Avoiding Alpha (Alpha Girl #2)
Page 55In the middle of this fight with Luciana, I was instantly calm.
A smile spread across my face. Meredith’s wolf was locked up. Chained inside her. All I had to do was find the cage with my witchcraft, and help her break it and call her wolf forward by using alpha powers. And if I didn’t have enough alpha energy, I could pull it from the pack.
It all made sense now. I just hadn’t seen it before.
I’d been running from the wolf stuff since I became a wolf and it was high time I embraced it along with my bruja side.
Luciana was still rambling on, but nothing she said mattered anymore. I wasn’t listening.
“Goodbye, Luciana.” She stopped talking to stare at me. “Turns out, I don’t need your help. And you’ve just made an enemy for life.” I turned my back, trusting Daniel and Dastien to keep watch. “Let’s go.”
I grabbed the keys from Dastien and hopped in the car. I floored it through the gate. The burn on the way out barely registered.
“You’ve got a plan.”
I nodded. “Yes. Call the school. I need every wolf in the area in the courtyard by the time we get there. Everyone you can find. All the Cazadores. Everyone.”
“On it.” He pulled his cell phone from his pocket, and started making calls.
Chapter Fourteen
Dastien’s phone worked overtime for nearly the whole car ride. We knew our time was limited. He checked in with Dr. Gonzales and she said Meredith was still alive, but had only an hour or two left.
I sped down the road, not caring about getting a ticket. There was no slowing down.
When Dastien was done with his calls, we were minutes away from campus.
“What’s the plan?”
I tapped my fingers along the steering wheel. “I’m going to need your help.
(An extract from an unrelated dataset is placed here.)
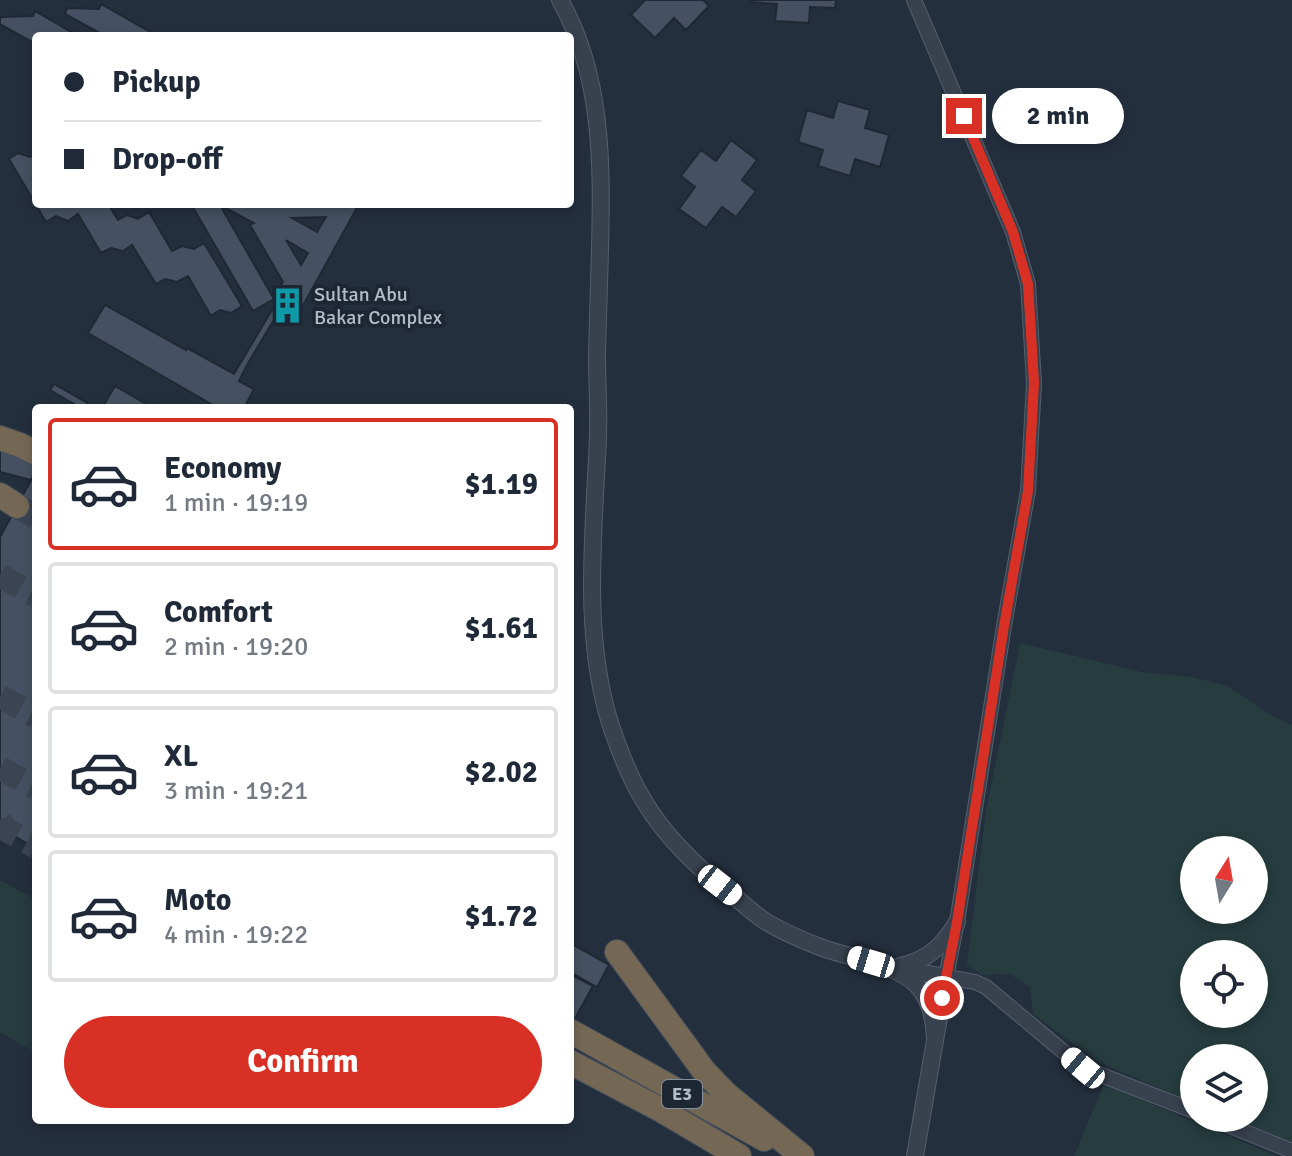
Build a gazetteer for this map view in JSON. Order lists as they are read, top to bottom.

I don’t really know what I’m doing, but I have a theory.”
He turned to face me. “Tell me.”
I glanced at him for a second before turning back to the road. “You can make me change if you wanted to.”
“Yes. I could.”
“Yes.”
“Even if they didn’t want to.”
“Oui. Of course. Yes.” He paused. “I think I know where you’re going with this, but I already tried that with Meredith… Actually, I tried to calm her wolf. Waking it up would only hurt her worse.”
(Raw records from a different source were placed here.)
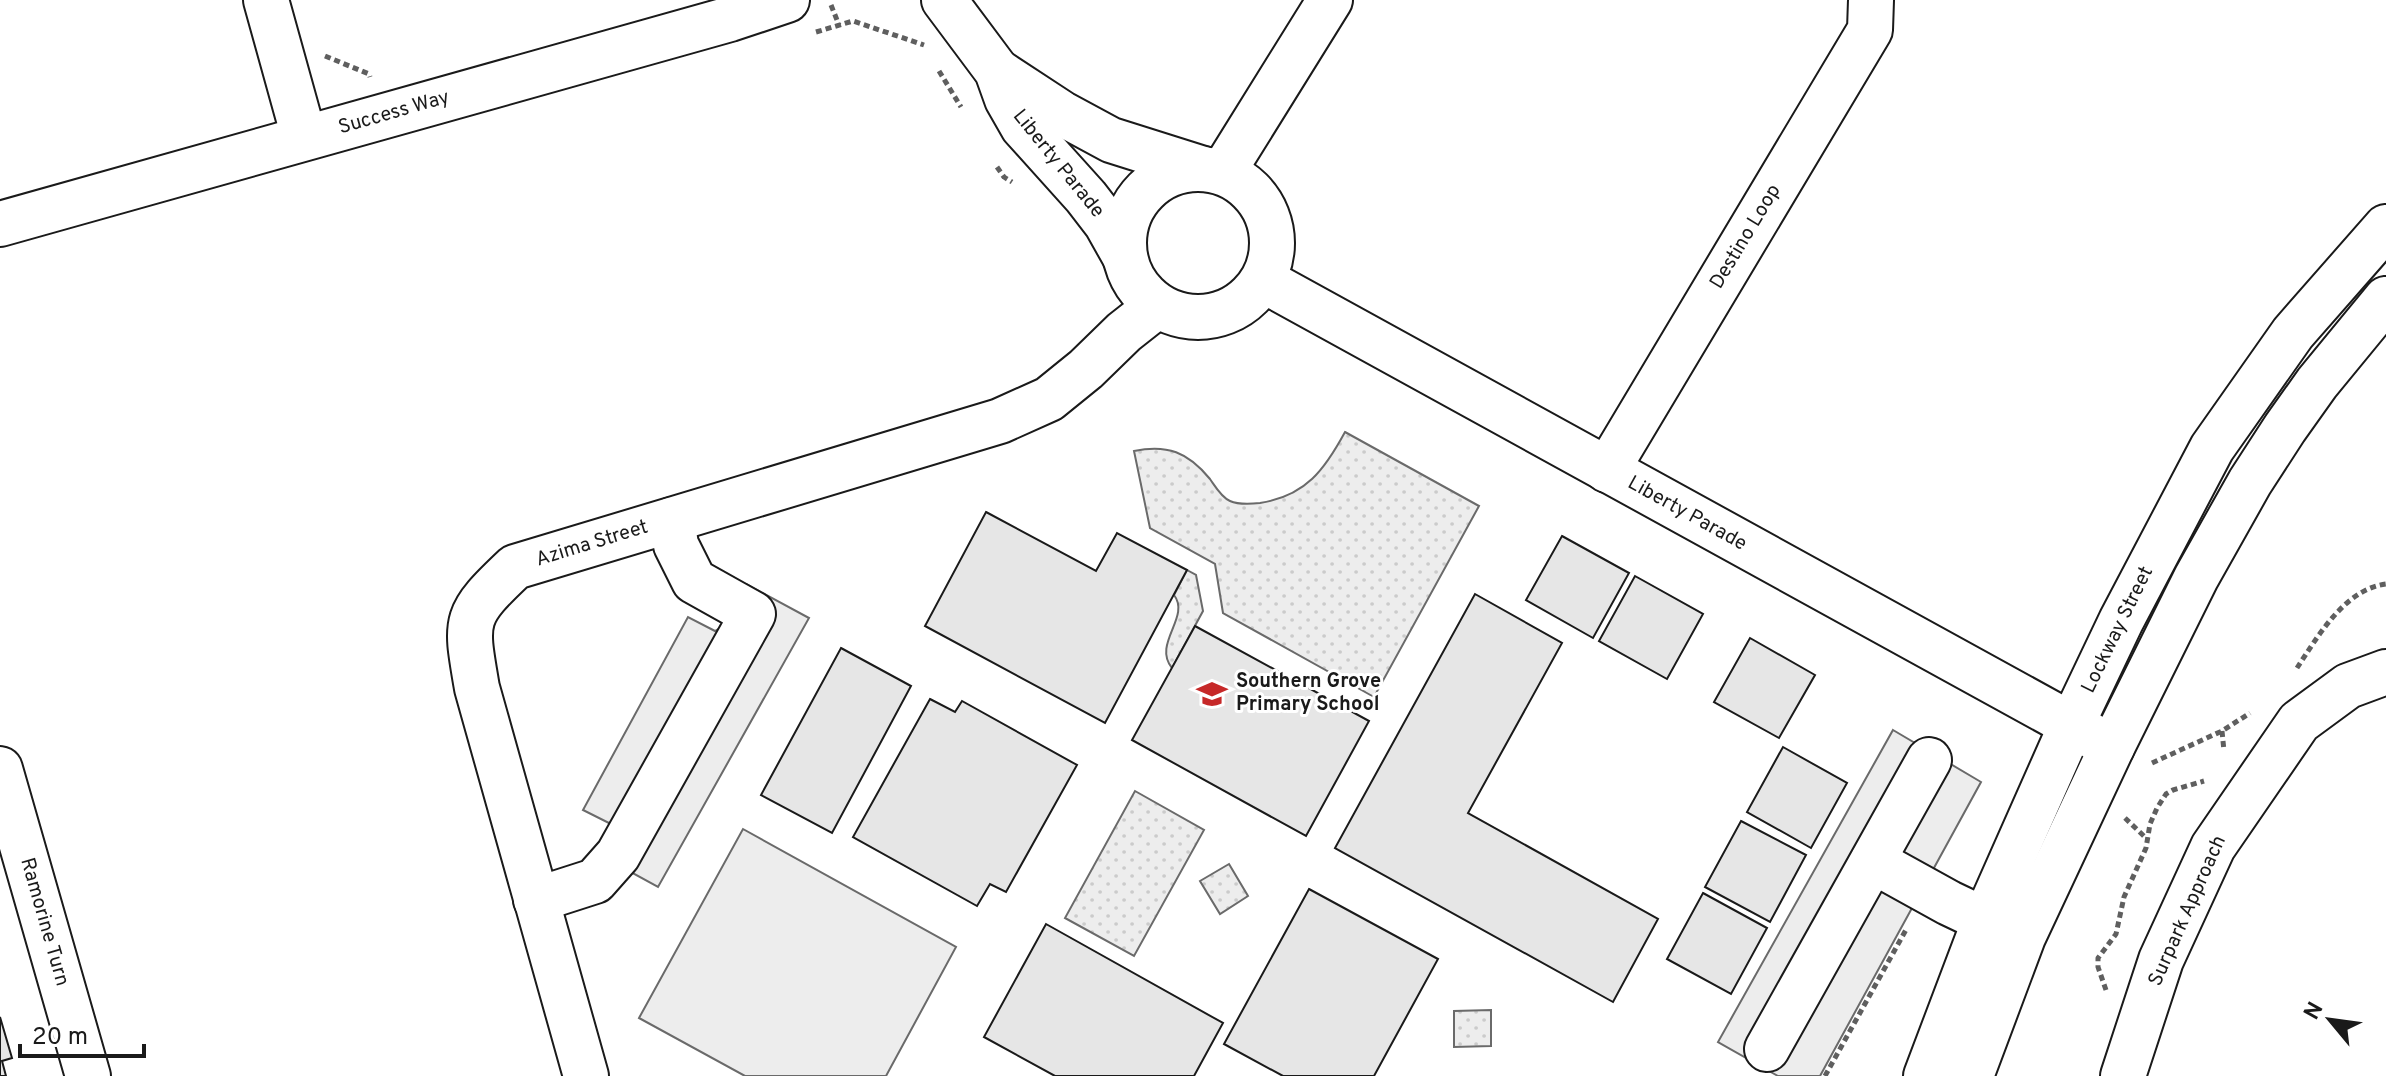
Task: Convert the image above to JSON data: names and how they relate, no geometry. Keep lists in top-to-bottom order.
{
  "streets": {
    "street": [
      "Success Way",
      "Liberty Parade",
      "Destino Loop",
      "Azima Street",
      "Lockway Street",
      "Surpark Approach",
      "Ramorine Turn"
    ]
  },
  "crossings": [
    ["Liberty Parade", "Destino Loop"],
    ["Liberty Parade", "Azima Street"],
    ["Liberty Parade", "Lockway Street"]
  ],
  "places": {
    "school or university": ["Southern Grove Primary School"]
  },
  "scale_bar": "20 m",
  "north": "top left"
}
“See, that’s what I thought too. But Luciana talked about the curse like she trapped Meredith’s wolf in a cage, and all I had to do was release her. I think if I connect with Meredith again so that I can ‘see’ Meredith’s wolf, and then I use witchcraft and break the cage while I use alpha power to force the change, then the cage will crumble. The curse will break.” I was on to something. If Dastien agreed, this could really be it. “You weren’t enough on your own to affect her change, but if we got enough of us together, I think we could make it work.”
“I don’t know. It makes sense in theory, but do you think you can connect with her enough to see that?”
I hoped so. “I saw all kinds of stuff when I was with her. Memories after she first changed. With her brothers. Hanging out with her mom. I think I can get to her, and once I do, it’ll be about timing. It’ll take some doing, but I think we can.” I paused.
“This could work. It’s just… Shit,” he said as his phone rang. He switched to French, talking for a few minutes before hanging up.
I pulled into the big black gates at St. Ailbe’s. The lot was completely full. Cars were blocking others in and there was no hope of finding a place to park. I didn’t look for one. Instead, I drove up the path that led to school.
There were people milling around. As soon as they saw me, they stopped and stared.
Dastien nodded at them when we got out and they headed off without a word.
“Everyone’s in the courtyard. Go get Meredith and bring her.”
Dastien took off sprinting, and I ran the other direction. When I got to the end of the path, the trees cleared and I stopped.
Where had Dastien found all these people? There had to be six or seven hundred. Our school had barely three hundred. I swallowed. It seemed a little odd that the newbie wolf was going to use all of them, but I could do this. At least I thought I could.
My gaze darted from face to face as I started toward the crowd.
One by one, people started muttering and pointing my way. I was sure that with the way the St. Ailbe’s rumor mill worked, everyone here knew who I was. I wasn’t sure if that made me uncomfortable or more confident. Probably the former.